■ Entries taken from a collection:
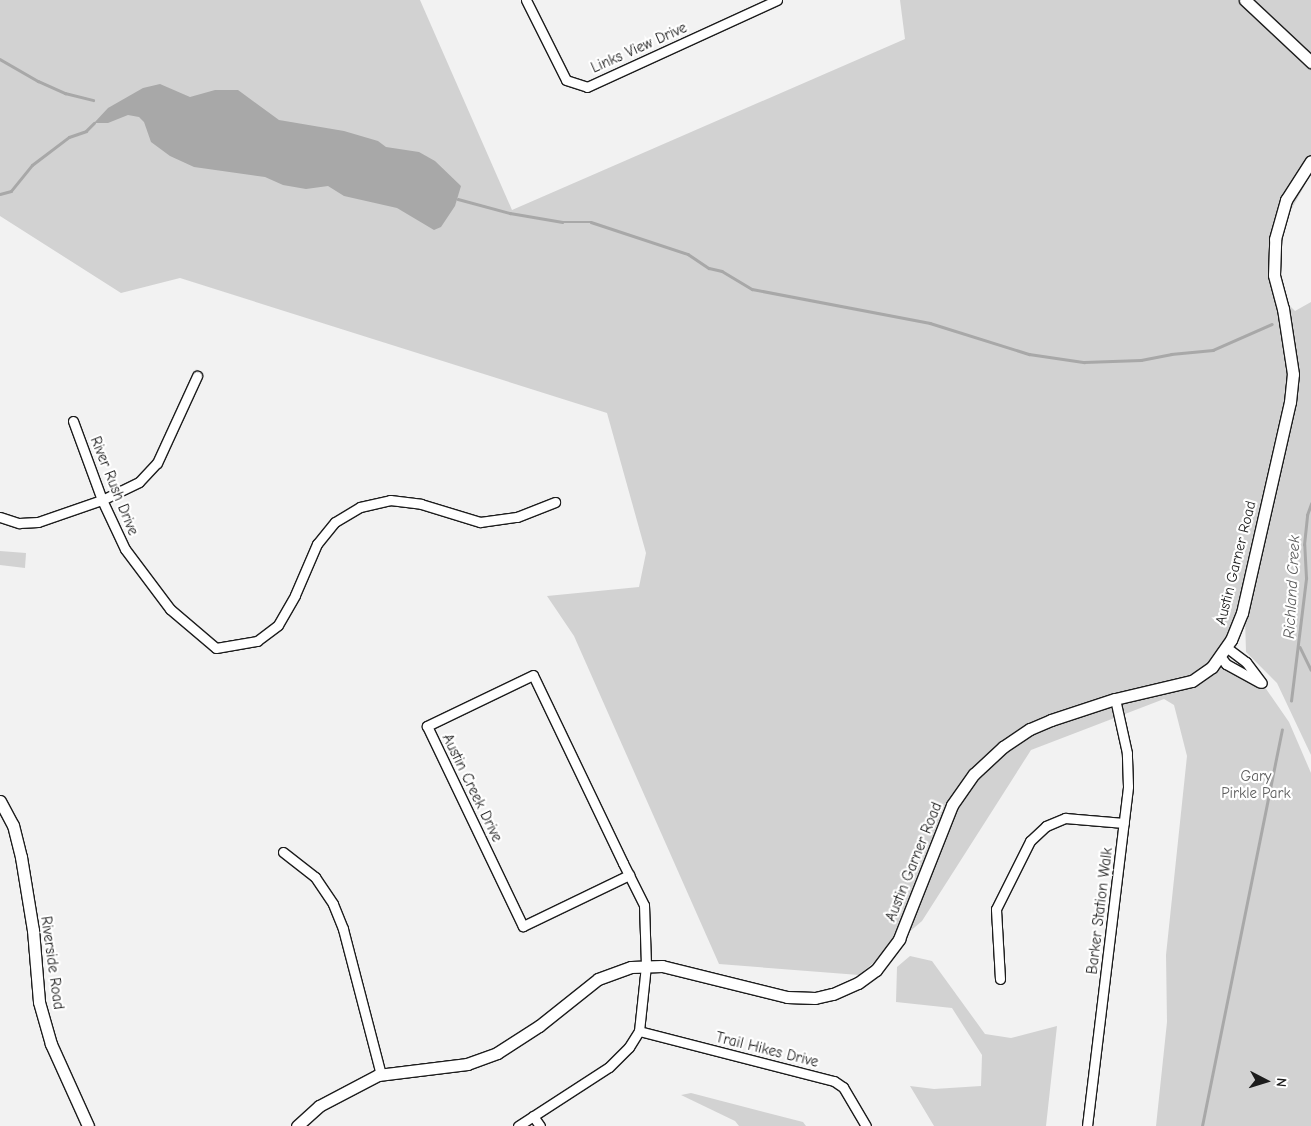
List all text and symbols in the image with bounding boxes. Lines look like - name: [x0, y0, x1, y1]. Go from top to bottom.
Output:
- street label: Links View Drive: [588, 19, 690, 77]
- street label: River Rush Drive: [86, 434, 142, 538]
- street label: Austin Garner Road: [1212, 499, 1260, 627]
- water label: Richland Creek: [1280, 535, 1304, 639]
- street label: Austin Creek Drive: [438, 731, 506, 845]
- park label: Gary Pirkle Park: [1221, 767, 1291, 802]
- street label: Austin Garner Road: [882, 800, 946, 924]
- street label: Barker Station Walk: [1083, 847, 1117, 975]
- street label: Riverside Road: [37, 915, 67, 1011]
- street label: Trail Hikes Drive: [714, 1029, 820, 1071]
- north arrow: [1241, 1056, 1291, 1106]
- text: N: [1273, 1077, 1290, 1088]

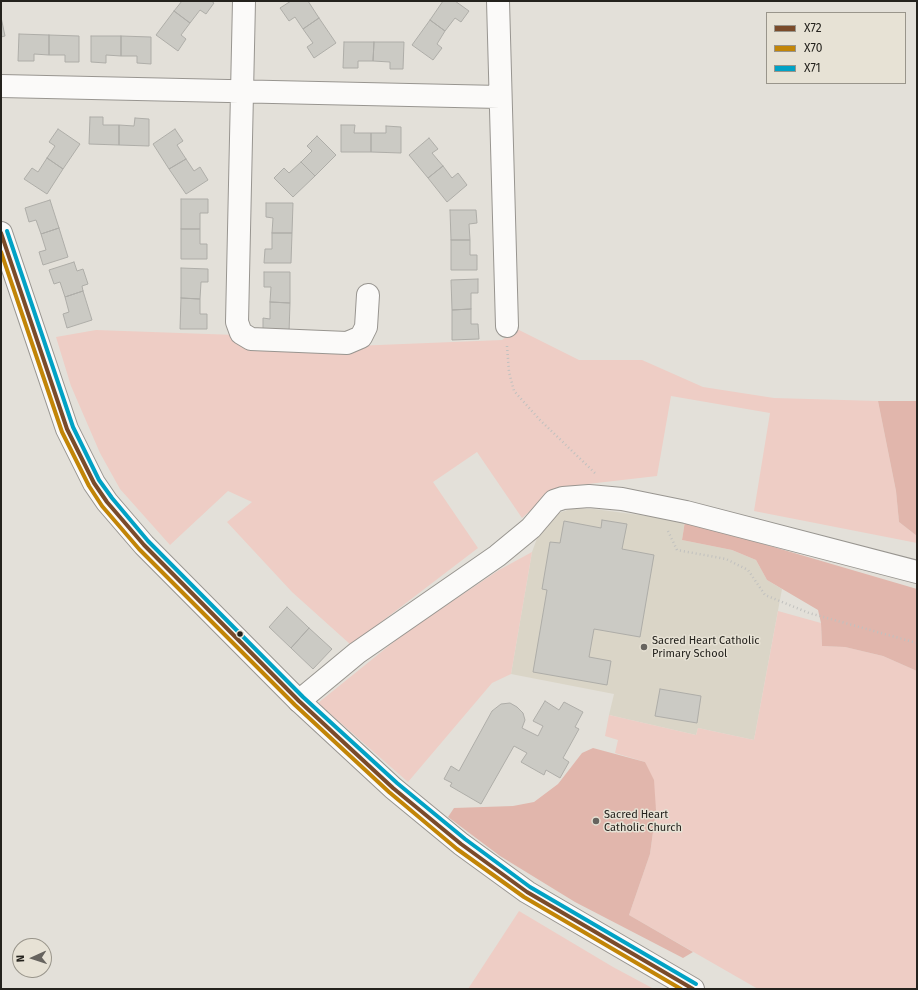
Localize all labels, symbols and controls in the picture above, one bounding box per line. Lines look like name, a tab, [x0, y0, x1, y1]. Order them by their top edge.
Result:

■ Directions for this task: Word for word, quote the lines above. Omit the pictures.

■ Output:
List all text and symbols in the image with bounding boxes. Lines look like - name: [x0, y0, x1, y1]. Go from top to bottom.
Output:
- street label: Links View Drive: [588, 19, 690, 77]
- street label: River Rush Drive: [86, 434, 142, 538]
- street label: Austin Garner Road: [1212, 499, 1260, 627]
- water label: Richland Creek: [1280, 535, 1304, 639]
- street label: Austin Creek Drive: [438, 731, 506, 845]
- park label: Gary Pirkle Park: [1221, 767, 1291, 802]
- street label: Austin Garner Road: [882, 800, 946, 924]
- street label: Barker Station Walk: [1083, 847, 1117, 975]
- street label: Riverside Road: [37, 915, 67, 1011]
- street label: Trail Hikes Drive: [714, 1029, 820, 1071]
- north arrow: [1241, 1056, 1291, 1106]
- text: N: [1273, 1077, 1290, 1088]

Localize all labels, symbols and controls in the picture above, one bounding box per line. Lines look like name, a tab, [x0, y0, x1, y1]. Order them by their top edge.
Result:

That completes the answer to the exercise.